A complete, exact retyping of the data below is required.

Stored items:

>>

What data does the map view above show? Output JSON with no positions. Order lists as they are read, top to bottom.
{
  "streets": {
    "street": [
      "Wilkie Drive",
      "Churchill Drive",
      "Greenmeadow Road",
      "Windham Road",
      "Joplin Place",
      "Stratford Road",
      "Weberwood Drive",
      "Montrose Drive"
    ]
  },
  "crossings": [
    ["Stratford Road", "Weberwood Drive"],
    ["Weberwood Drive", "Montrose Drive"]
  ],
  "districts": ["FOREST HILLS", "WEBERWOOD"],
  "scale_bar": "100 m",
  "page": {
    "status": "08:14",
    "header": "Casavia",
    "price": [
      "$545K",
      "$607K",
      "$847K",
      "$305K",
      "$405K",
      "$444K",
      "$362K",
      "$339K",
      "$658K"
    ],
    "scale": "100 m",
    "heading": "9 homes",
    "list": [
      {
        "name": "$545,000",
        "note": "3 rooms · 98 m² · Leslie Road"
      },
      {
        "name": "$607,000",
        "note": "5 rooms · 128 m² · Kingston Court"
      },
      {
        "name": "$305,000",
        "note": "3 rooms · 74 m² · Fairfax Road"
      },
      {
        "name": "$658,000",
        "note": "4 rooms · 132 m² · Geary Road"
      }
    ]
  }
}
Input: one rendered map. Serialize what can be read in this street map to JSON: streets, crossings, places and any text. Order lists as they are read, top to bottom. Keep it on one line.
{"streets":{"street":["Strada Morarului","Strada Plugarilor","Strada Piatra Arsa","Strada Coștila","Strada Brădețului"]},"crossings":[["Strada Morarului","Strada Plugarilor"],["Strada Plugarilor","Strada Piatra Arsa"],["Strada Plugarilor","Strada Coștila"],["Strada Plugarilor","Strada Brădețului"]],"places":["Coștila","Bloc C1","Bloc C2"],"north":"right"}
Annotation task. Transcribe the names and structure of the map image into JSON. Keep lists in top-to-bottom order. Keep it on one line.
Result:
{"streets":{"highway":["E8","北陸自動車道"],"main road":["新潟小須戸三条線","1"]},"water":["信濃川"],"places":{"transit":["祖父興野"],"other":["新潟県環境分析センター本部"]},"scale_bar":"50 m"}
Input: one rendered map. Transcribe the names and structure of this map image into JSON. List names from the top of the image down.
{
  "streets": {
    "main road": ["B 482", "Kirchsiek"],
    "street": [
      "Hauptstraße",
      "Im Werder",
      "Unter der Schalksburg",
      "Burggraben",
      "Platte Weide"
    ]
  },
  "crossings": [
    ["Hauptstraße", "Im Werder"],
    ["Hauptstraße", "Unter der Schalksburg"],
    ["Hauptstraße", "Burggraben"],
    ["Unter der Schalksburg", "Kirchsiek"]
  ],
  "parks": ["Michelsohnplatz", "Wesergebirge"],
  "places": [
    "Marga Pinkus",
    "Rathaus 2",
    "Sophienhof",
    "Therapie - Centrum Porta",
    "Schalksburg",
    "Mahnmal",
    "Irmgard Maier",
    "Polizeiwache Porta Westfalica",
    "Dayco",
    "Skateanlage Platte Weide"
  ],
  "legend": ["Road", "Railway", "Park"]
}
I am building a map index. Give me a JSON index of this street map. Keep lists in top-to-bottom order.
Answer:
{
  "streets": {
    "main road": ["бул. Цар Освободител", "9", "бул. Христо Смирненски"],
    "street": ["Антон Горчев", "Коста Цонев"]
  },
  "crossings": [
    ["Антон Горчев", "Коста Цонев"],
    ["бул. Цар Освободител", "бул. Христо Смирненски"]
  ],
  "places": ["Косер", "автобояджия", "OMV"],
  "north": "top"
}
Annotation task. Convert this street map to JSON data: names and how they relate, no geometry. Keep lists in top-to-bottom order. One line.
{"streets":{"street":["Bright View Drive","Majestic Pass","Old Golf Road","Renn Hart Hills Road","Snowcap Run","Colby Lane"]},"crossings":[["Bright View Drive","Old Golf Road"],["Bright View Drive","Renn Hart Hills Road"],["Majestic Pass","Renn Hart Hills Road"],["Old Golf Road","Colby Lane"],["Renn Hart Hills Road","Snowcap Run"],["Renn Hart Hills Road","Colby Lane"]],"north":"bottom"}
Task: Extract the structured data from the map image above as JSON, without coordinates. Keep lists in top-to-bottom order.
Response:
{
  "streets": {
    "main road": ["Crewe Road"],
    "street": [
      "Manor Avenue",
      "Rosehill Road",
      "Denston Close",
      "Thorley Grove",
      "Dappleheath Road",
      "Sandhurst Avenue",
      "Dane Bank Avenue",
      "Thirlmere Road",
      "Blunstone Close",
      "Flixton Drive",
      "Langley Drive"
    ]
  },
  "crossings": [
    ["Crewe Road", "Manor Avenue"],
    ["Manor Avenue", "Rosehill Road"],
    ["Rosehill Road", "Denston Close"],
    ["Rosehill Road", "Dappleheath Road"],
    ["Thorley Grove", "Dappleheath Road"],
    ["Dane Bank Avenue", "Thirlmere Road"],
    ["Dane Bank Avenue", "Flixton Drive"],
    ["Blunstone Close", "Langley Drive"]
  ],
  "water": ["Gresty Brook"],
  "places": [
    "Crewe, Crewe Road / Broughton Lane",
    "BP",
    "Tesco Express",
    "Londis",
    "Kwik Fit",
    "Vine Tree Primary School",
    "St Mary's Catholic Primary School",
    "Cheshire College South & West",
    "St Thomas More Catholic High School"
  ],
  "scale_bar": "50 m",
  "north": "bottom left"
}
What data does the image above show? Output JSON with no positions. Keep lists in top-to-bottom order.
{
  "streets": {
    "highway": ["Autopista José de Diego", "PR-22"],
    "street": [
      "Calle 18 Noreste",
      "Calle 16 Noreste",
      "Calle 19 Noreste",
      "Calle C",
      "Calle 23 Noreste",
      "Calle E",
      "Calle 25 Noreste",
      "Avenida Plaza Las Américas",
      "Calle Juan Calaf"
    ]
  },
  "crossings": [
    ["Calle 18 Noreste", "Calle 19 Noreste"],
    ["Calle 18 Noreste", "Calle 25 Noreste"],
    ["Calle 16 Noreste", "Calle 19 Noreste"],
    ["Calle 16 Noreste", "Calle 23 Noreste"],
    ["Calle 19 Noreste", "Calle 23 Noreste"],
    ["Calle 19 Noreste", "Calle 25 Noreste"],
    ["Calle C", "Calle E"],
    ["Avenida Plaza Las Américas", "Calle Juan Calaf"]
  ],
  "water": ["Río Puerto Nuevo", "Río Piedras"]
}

<<

Solution to the problem:
What data does the map view above show? Output JSON with no positions. Order lists as they are read, top to bottom.
{
  "streets": {
    "street": [
      "Wilkie Drive",
      "Churchill Drive",
      "Greenmeadow Road",
      "Windham Road",
      "Joplin Place",
      "Stratford Road",
      "Weberwood Drive",
      "Montrose Drive"
    ]
  },
  "crossings": [
    ["Stratford Road", "Weberwood Drive"],
    ["Weberwood Drive", "Montrose Drive"]
  ],
  "districts": ["FOREST HILLS", "WEBERWOOD"],
  "scale_bar": "100 m",
  "page": {
    "status": "08:14",
    "header": "Casavia",
    "price": [
      "$545K",
      "$607K",
      "$847K",
      "$305K",
      "$405K",
      "$444K",
      "$362K",
      "$339K",
      "$658K"
    ],
    "scale": "100 m",
    "heading": "9 homes",
    "list": [
      {
        "name": "$545,000",
        "note": "3 rooms · 98 m² · Leslie Road"
      },
      {
        "name": "$607,000",
        "note": "5 rooms · 128 m² · Kingston Court"
      },
      {
        "name": "$305,000",
        "note": "3 rooms · 74 m² · Fairfax Road"
      },
      {
        "name": "$658,000",
        "note": "4 rooms · 132 m² · Geary Road"
      }
    ]
  }
}
Input: one rendered map. Serialize what can be read in this street map to JSON: streets, crossings, places and any text. Order lists as they are read, top to bottom. Keep it on one line.
{"streets":{"street":["Strada Morarului","Strada Plugarilor","Strada Piatra Arsa","Strada Coștila","Strada Brădețului"]},"crossings":[["Strada Morarului","Strada Plugarilor"],["Strada Plugarilor","Strada Piatra Arsa"],["Strada Plugarilor","Strada Coștila"],["Strada Plugarilor","Strada Brădețului"]],"places":["Coștila","Bloc C1","Bloc C2"],"north":"right"}
Annotation task. Transcribe the names and structure of the map image into JSON. Keep lists in top-to-bottom order. Keep it on one line.
Result:
{"streets":{"highway":["E8","北陸自動車道"],"main road":["新潟小須戸三条線","1"]},"water":["信濃川"],"places":{"transit":["祖父興野"],"other":["新潟県環境分析センター本部"]},"scale_bar":"50 m"}
Input: one rendered map. Transcribe the names and structure of this map image into JSON. List names from the top of the image down.
{
  "streets": {
    "main road": ["B 482", "Kirchsiek"],
    "street": [
      "Hauptstraße",
      "Im Werder",
      "Unter der Schalksburg",
      "Burggraben",
      "Platte Weide"
    ]
  },
  "crossings": [
    ["Hauptstraße", "Im Werder"],
    ["Hauptstraße", "Unter der Schalksburg"],
    ["Hauptstraße", "Burggraben"],
    ["Unter der Schalksburg", "Kirchsiek"]
  ],
  "parks": ["Michelsohnplatz", "Wesergebirge"],
  "places": [
    "Marga Pinkus",
    "Rathaus 2",
    "Sophienhof",
    "Therapie - Centrum Porta",
    "Schalksburg",
    "Mahnmal",
    "Irmgard Maier",
    "Polizeiwache Porta Westfalica",
    "Dayco",
    "Skateanlage Platte Weide"
  ],
  "legend": ["Road", "Railway", "Park"]
}
I am building a map index. Give me a JSON index of this street map. Keep lists in top-to-bottom order.
Answer:
{
  "streets": {
    "main road": ["бул. Цар Освободител", "9", "бул. Христо Смирненски"],
    "street": ["Антон Горчев", "Коста Цонев"]
  },
  "crossings": [
    ["Антон Горчев", "Коста Цонев"],
    ["бул. Цар Освободител", "бул. Христо Смирненски"]
  ],
  "places": ["Косер", "автобояджия", "OMV"],
  "north": "top"
}
Annotation task. Convert this street map to JSON data: names and how they relate, no geometry. Keep lists in top-to-bottom order. One line.
{"streets":{"street":["Bright View Drive","Majestic Pass","Old Golf Road","Renn Hart Hills Road","Snowcap Run","Colby Lane"]},"crossings":[["Bright View Drive","Old Golf Road"],["Bright View Drive","Renn Hart Hills Road"],["Majestic Pass","Renn Hart Hills Road"],["Old Golf Road","Colby Lane"],["Renn Hart Hills Road","Snowcap Run"],["Renn Hart Hills Road","Colby Lane"]],"north":"bottom"}
Task: Extract the structured data from the map image above as JSON, without coordinates. Keep lists in top-to-bottom order.
Response:
{
  "streets": {
    "main road": ["Crewe Road"],
    "street": [
      "Manor Avenue",
      "Rosehill Road",
      "Denston Close",
      "Thorley Grove",
      "Dappleheath Road",
      "Sandhurst Avenue",
      "Dane Bank Avenue",
      "Thirlmere Road",
      "Blunstone Close",
      "Flixton Drive",
      "Langley Drive"
    ]
  },
  "crossings": [
    ["Crewe Road", "Manor Avenue"],
    ["Manor Avenue", "Rosehill Road"],
    ["Rosehill Road", "Denston Close"],
    ["Rosehill Road", "Dappleheath Road"],
    ["Thorley Grove", "Dappleheath Road"],
    ["Dane Bank Avenue", "Thirlmere Road"],
    ["Dane Bank Avenue", "Flixton Drive"],
    ["Blunstone Close", "Langley Drive"]
  ],
  "water": ["Gresty Brook"],
  "places": [
    "Crewe, Crewe Road / Broughton Lane",
    "BP",
    "Tesco Express",
    "Londis",
    "Kwik Fit",
    "Vine Tree Primary School",
    "St Mary's Catholic Primary School",
    "Cheshire College South & West",
    "St Thomas More Catholic High School"
  ],
  "scale_bar": "50 m",
  "north": "bottom left"
}
What data does the image above show? Output JSON with no positions. Keep lists in top-to-bottom order.
{
  "streets": {
    "highway": ["Autopista José de Diego", "PR-22"],
    "street": [
      "Calle 18 Noreste",
      "Calle 16 Noreste",
      "Calle 19 Noreste",
      "Calle C",
      "Calle 23 Noreste",
      "Calle E",
      "Calle 25 Noreste",
      "Avenida Plaza Las Américas",
      "Calle Juan Calaf"
    ]
  },
  "crossings": [
    ["Calle 18 Noreste", "Calle 19 Noreste"],
    ["Calle 18 Noreste", "Calle 25 Noreste"],
    ["Calle 16 Noreste", "Calle 19 Noreste"],
    ["Calle 16 Noreste", "Calle 23 Noreste"],
    ["Calle 19 Noreste", "Calle 23 Noreste"],
    ["Calle 19 Noreste", "Calle 25 Noreste"],
    ["Calle C", "Calle E"],
    ["Avenida Plaza Las Américas", "Calle Juan Calaf"]
  ],
  "water": ["Río Puerto Nuevo", "Río Piedras"]
}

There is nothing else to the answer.